Step 2: Loading the data into a dataframe

In [11]:
df = pd.read_csv('OneDrive\Desktop\Projects\IITG\spam.csv',encoding='latin-1')
df.head()

Unnamed: 0,v1,v2,Unnamed: 2,Unnamed: 3,Unnamed: 4
0,ham,"Go until jurong point, crazy.. Available only ...",,,
1,ham,Ok lar... Joking wif u oni...,,,
2,spam,Free entry in 2 a wkly comp to win FA Cup fina...,,,
3,ham,U dun say so early hor... U c already then say...,,,
4,ham,"Nah I don't think he goes to usf, he lives aro...",,,


Here,the column names aren't really relevant to what the dataset is trying to convey to us. Thus, for my convenience, I'll rename the column names to something relevant.

In [13]:
df=df[['v1','v2']]
df=df.rename(columns={'v1':'label','v2':'text'})
df.head()

Unnamed: 0,label,text
0,ham,"Go until jurong point, crazy.. Available only ..."
1,ham,Ok lar... Joking wif u oni...
2,spam,Free entry in 2 a wkly comp to win FA Cup fina...
3,ham,U dun say so early hor... U c already then say...
4,ham,"Nah I don't think he goes to usf, he lives aro..."
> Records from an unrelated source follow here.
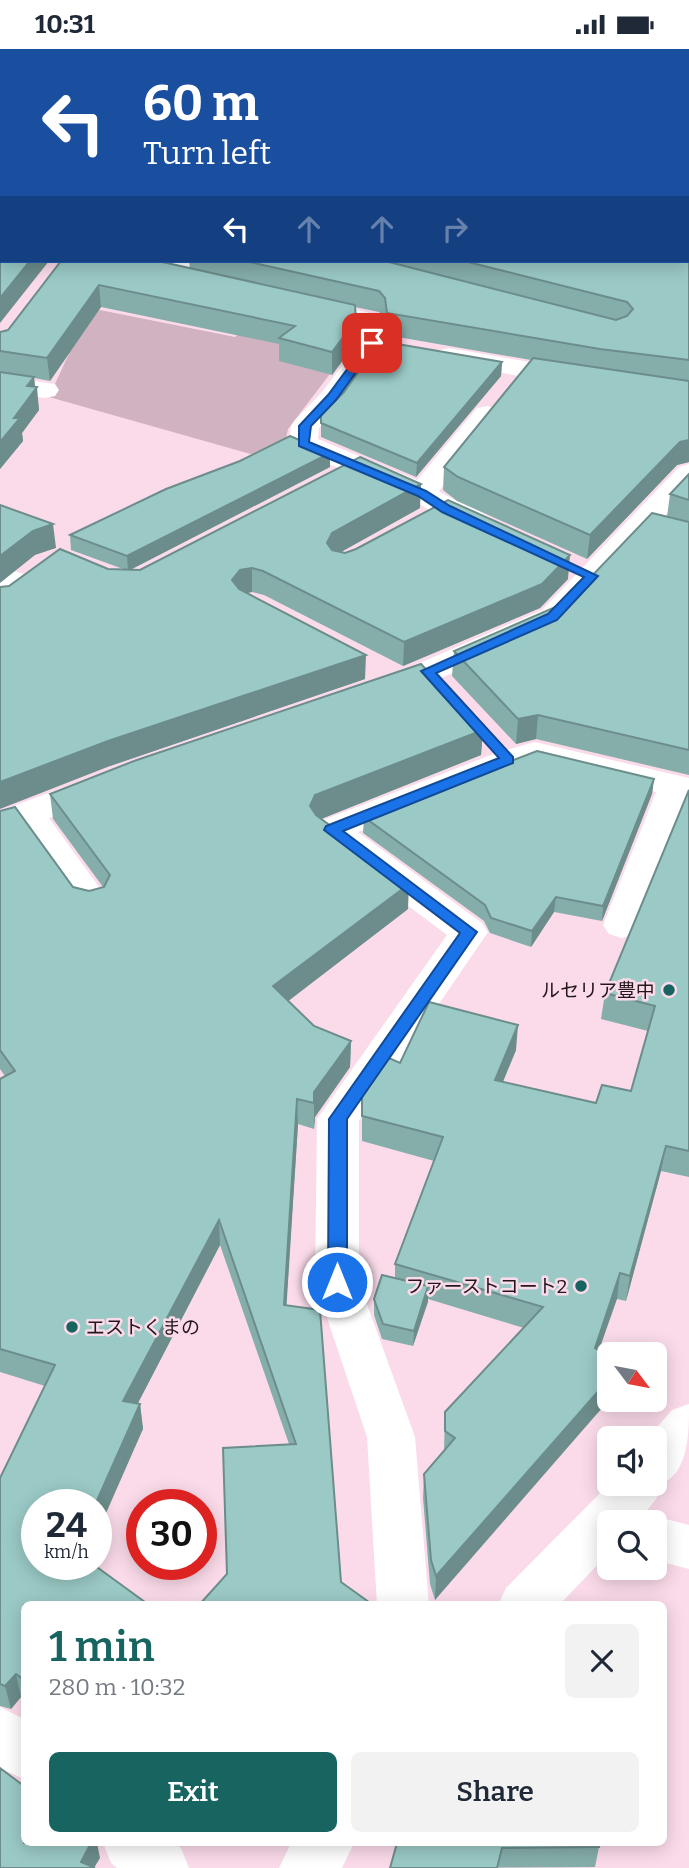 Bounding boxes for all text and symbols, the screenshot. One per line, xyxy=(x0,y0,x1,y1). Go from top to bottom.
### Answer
text: 10:31 xyxy=(35,9,95,40)
text: 60 m xyxy=(143,74,259,133)
icon: left xyxy=(28,77,119,168)
text: Turn left xyxy=(143,134,271,172)
icon: left xyxy=(217,210,255,248)
icon: ahead xyxy=(290,210,328,248)
icon: ahead xyxy=(363,210,401,248)
icon: right xyxy=(436,210,474,248)
pin xyxy=(342,313,402,373)
icon: arrive xyxy=(353,324,391,362)
place label: ルセリア豊中 xyxy=(541,979,655,1002)
marker: ルセリア豊中 xyxy=(661,982,677,998)
position arrow xyxy=(300,1245,374,1319)
place label: ファーストコート2 xyxy=(406,1275,567,1298)
marker: ファーストコート2 xyxy=(573,1278,589,1294)
place label: エストくまの xyxy=(86,1316,200,1339)
marker: エストくまの xyxy=(64,1319,80,1335)
north arrow xyxy=(597,1342,667,1412)
map controls xyxy=(597,1342,667,1580)
button: sound xyxy=(597,1426,667,1496)
speed limit sign: 30 xyxy=(126,1489,217,1580)
text: 24 xyxy=(46,1504,87,1546)
button: search xyxy=(597,1510,667,1580)
text: km/h xyxy=(44,1541,89,1563)
text: 1 min xyxy=(49,1622,155,1672)
button: close xyxy=(565,1624,639,1698)
text: 280 m · 10:32 xyxy=(49,1673,185,1701)
button: Exit xyxy=(49,1752,337,1832)
button: Share xyxy=(351,1752,639,1832)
Step 3: Normalising the data by dropping the case sensitivity. (Case Normalization)
(Please refer write up to see why this method of Normalisation was chosen.)

In [14]:
def normalize(msg):
    msg=msg.lower()
    return msg

In [17]:
df['text']=df['text'].apply(normalize)
df.head()

Unnamed: 0,label,text
0,ham,"go until jurong point, crazy.. available only ..."
1,ham,ok lar... joking wif u oni...
2,spam,free entry in 2 a wkly comp to win fa cup fina...
3,ham,u dun say so early hor... u c already then say...
4,ham,"nah i don't think he goes to usf, he lives aro..."


Step 4: Before vectorizing the normalized words, let's split the data into a test set and train set.

In [39]:
X_train, X_test, y_train, y_test = train_test_split(df['text'], df['label'], test_size = 0.1, random_state = 1)
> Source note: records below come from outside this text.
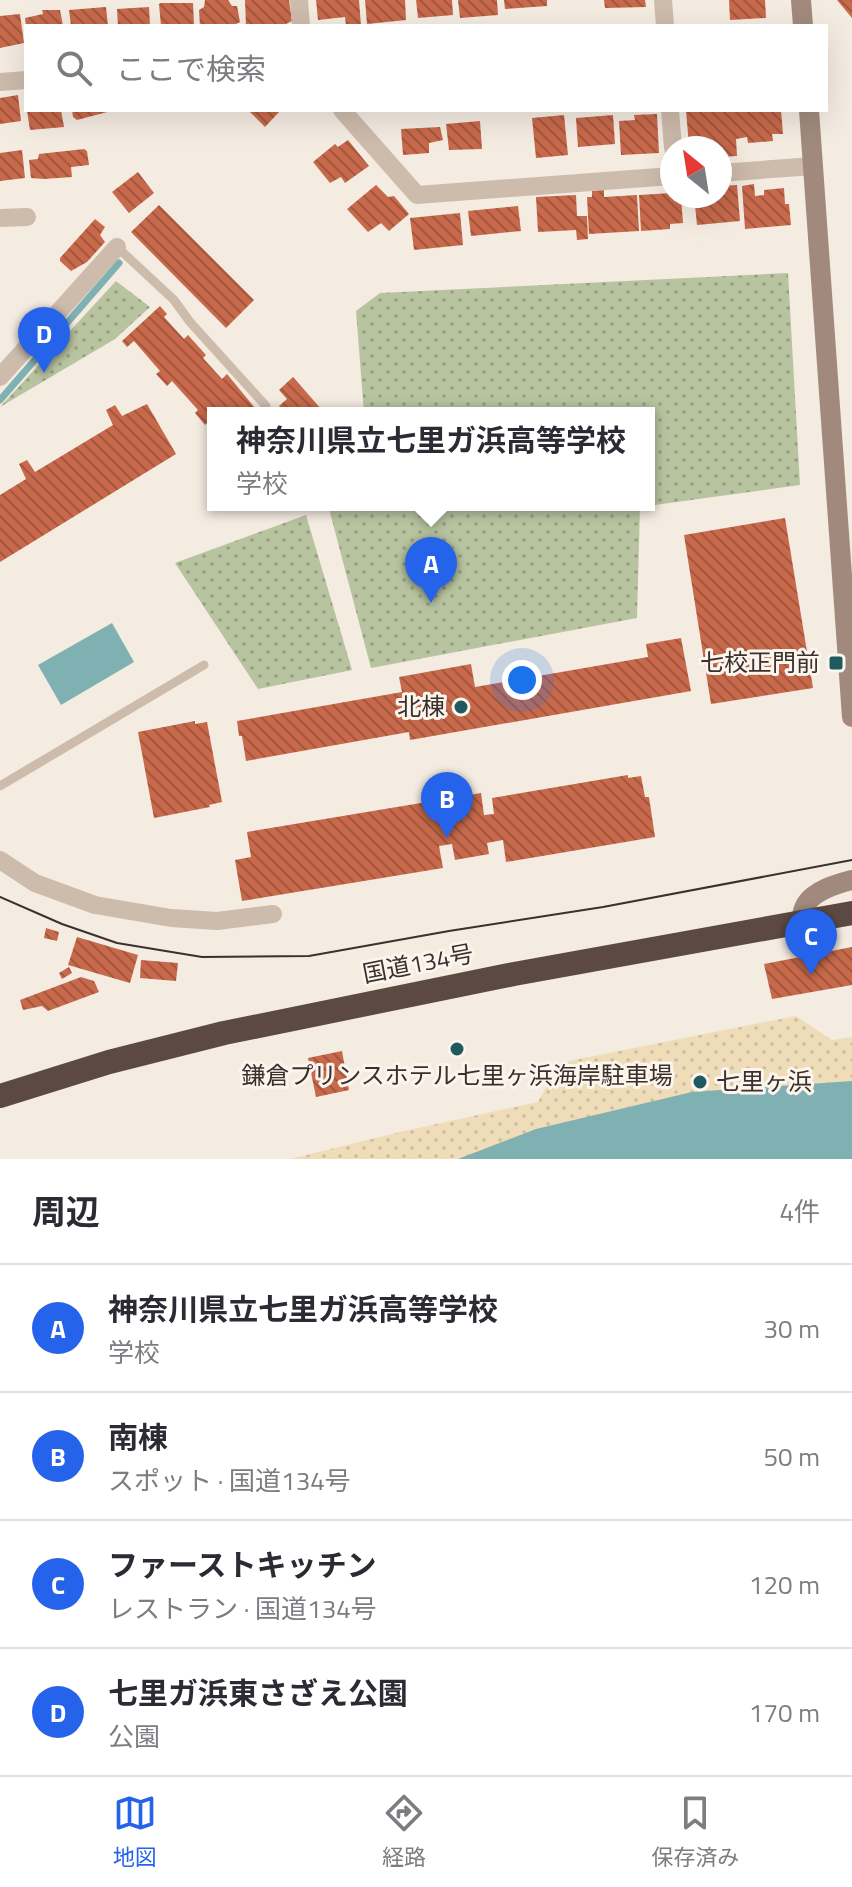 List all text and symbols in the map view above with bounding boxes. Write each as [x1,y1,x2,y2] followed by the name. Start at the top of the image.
[24,24,828,112] search box
[52,46,96,90] icon: search
[116,46,266,92] text: ここで検索
[660,136,732,208] north arrow
[18,307,70,373] pin: D
[207,407,655,511] popup
[236,417,626,463] text: 神奈川県立七里ガ浜高等学校
[236,464,288,503] text: 学校
[405,537,457,603] pin: A
[700,644,820,680] place label: 七校正門前
[827,654,845,672] marker: 七校正門前
[502,660,542,700] your location
[397,688,445,724] place label: 北棟
[452,698,470,716] marker: 北棟
[421,772,473,838] pin: B
[785,909,837,975] pin: C
[359,935,476,991] street label: 国道134号
[448,1040,466,1058] marker: 鎌倉プリンスホテル七里ヶ浜海岸駐車場
[241,1057,673,1093] place label: 鎌倉プリンスホテル七里ヶ浜海岸駐車場
[716,1063,812,1099] place label: 七里ヶ浜
[691,1073,709,1091] marker: 七里ヶ浜
[32,1185,100,1237] text: 周辺
[779,1192,820,1231] text: 4件
[108,1286,498,1332] text: 神奈川県立七里ガ浜高等学校
[50,1309,66,1348] text: A
[763,1309,820,1348] text: 30 m
[108,1333,160,1372] text: 学校
[108,1414,168,1460] text: 南棟
[50,1437,66,1476] text: B
[763,1437,820,1476] text: 50 m
[108,1461,351,1500] text: スポット · 国道134号
[108,1542,377,1588] text: ファーストキッチン
[51,1565,65,1604] text: C
[749,1565,820,1604] text: 120 m
[108,1589,377,1628] text: レストラン · 国道134号
[108,1670,408,1716] text: 七里ガ浜東さざえ公園
[50,1693,66,1732] text: D
[749,1693,820,1732] text: 170 m
[108,1717,160,1756] text: 公園
[113,1791,157,1874] tab: 地図
[382,1791,426,1874] tab: 経路
[651,1791,739,1874] tab: 保存済み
Step 5: Vectorizing the data. Here, I'm using the TF-IDF Vectorizer. (Refer Write-up to see why.)

In [41]:
X_train, X_test, y_train, y_test = train_test_split(df['text'], df['label'], test_size = 0.1, random_state = 1)
vectorizer = TfidfVectorizer()
X_train = vectorizer.fit_transform(X_train)
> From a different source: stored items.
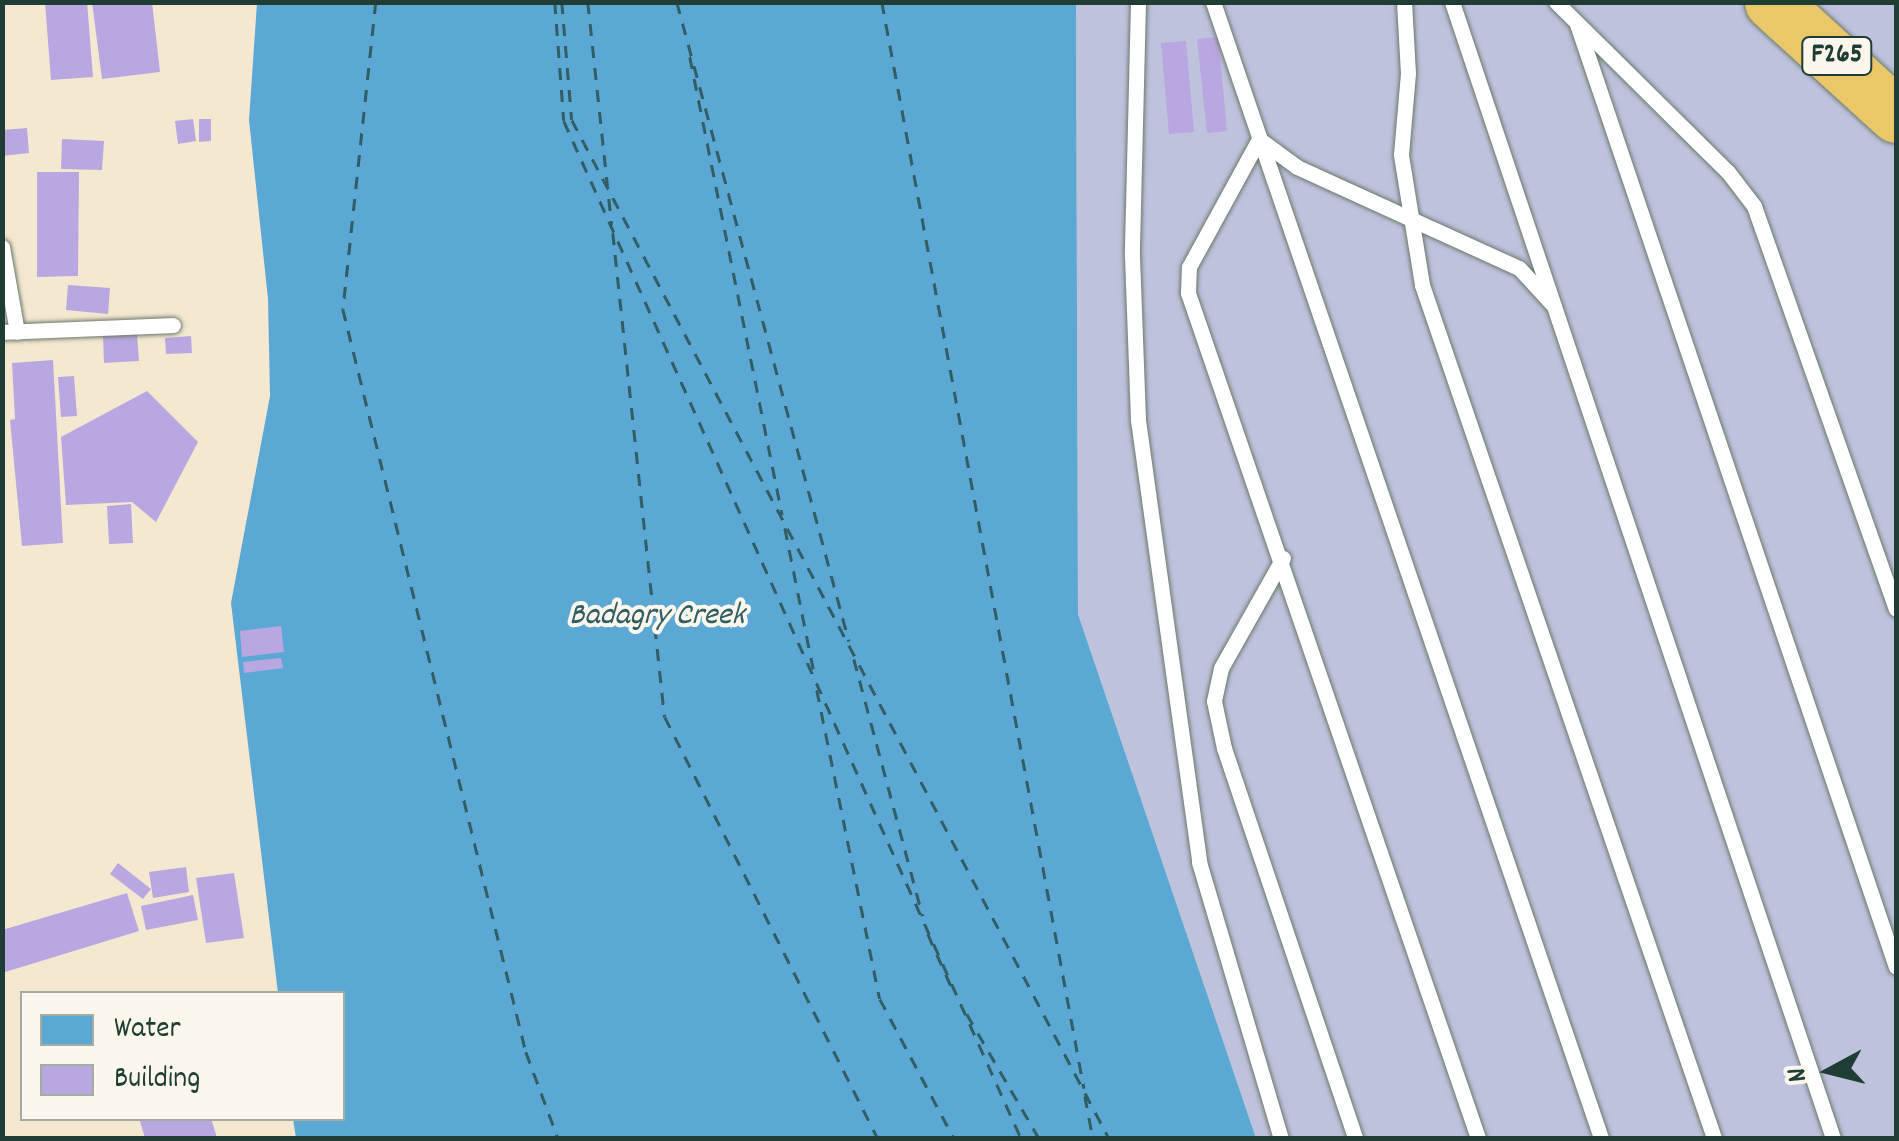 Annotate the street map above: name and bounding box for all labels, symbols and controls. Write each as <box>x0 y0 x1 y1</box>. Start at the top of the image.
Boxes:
road number: F265 <box>1800 33 1874 79</box>
water label: Badagry Creek <box>569 598 745 636</box>
legend <box>20 991 345 1121</box>
text: Water <box>114 1009 181 1052</box>
north arrow <box>1779 1021 1879 1121</box>
text: Building <box>114 1059 200 1102</box>
text: N <box>1779 1065 1820 1084</box>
Step 6:Now that the words have been vectorized,I'm using an SVM (Again, refer write up to see the basis of selection) to build a classifier for the model.

In [60]:
model=svm.SVC(kernel='linear', C=1000, gamma=1) 
model.fit(X_train,y_train)

SVC(C=1000, cache_size=200, class_weight=None, coef0=0.0,
    decision_function_shape='ovr', degree=3, gamma=1, kernel='linear',
    max_iter=-1, probability=False, random_state=None, shrinking=True,
    tol=0.001, verbose=False)

Step 7: Now, to test the accuracy of this model:

In [64]:
X_train, X_test, y_train, y_test = train_test_split(df['text'], df['label'], test_size = 0.1, random_state = 1)
X_test=vectorizer.transform(X_test)
y_pred=model.predict(X_test)
print(confusion_matrix(y_test, y_pred))

[[489   1]
 [  2  66]]


The above confusion matrix tells us the number of:
True Positives:489,
False Positives:1,
False Negatives:2,
True Negatives:66

Accuracy=(Number of True Positives+Number of True Negatives)/Total 

In [66]:
Accuracy=(489+66)/(490+68)
print(Accuracy*100)

99.46236559139786


## Accuracy of Model: 99.462%

### Other Important Parameters pertaining to Predictions and Error Metrics:

Precision (P): Number of true Positives/(Number of True Positives+Number of false positives)


Recall (R): Number of True Positives/(Number of True Positives+Number of false Negatives)

F1 Score=2PR/P+R

In [67]:
P=489/(490)
print(P)

0.9979591836734694


In [68]:
R=489/(489+2)
print(R)

0.9959266802443992


In [69]:
F1=(2*P*R)/(P+R)
print(F1)

0.9969418960244649


## F SCORE OF MODEL: 0.996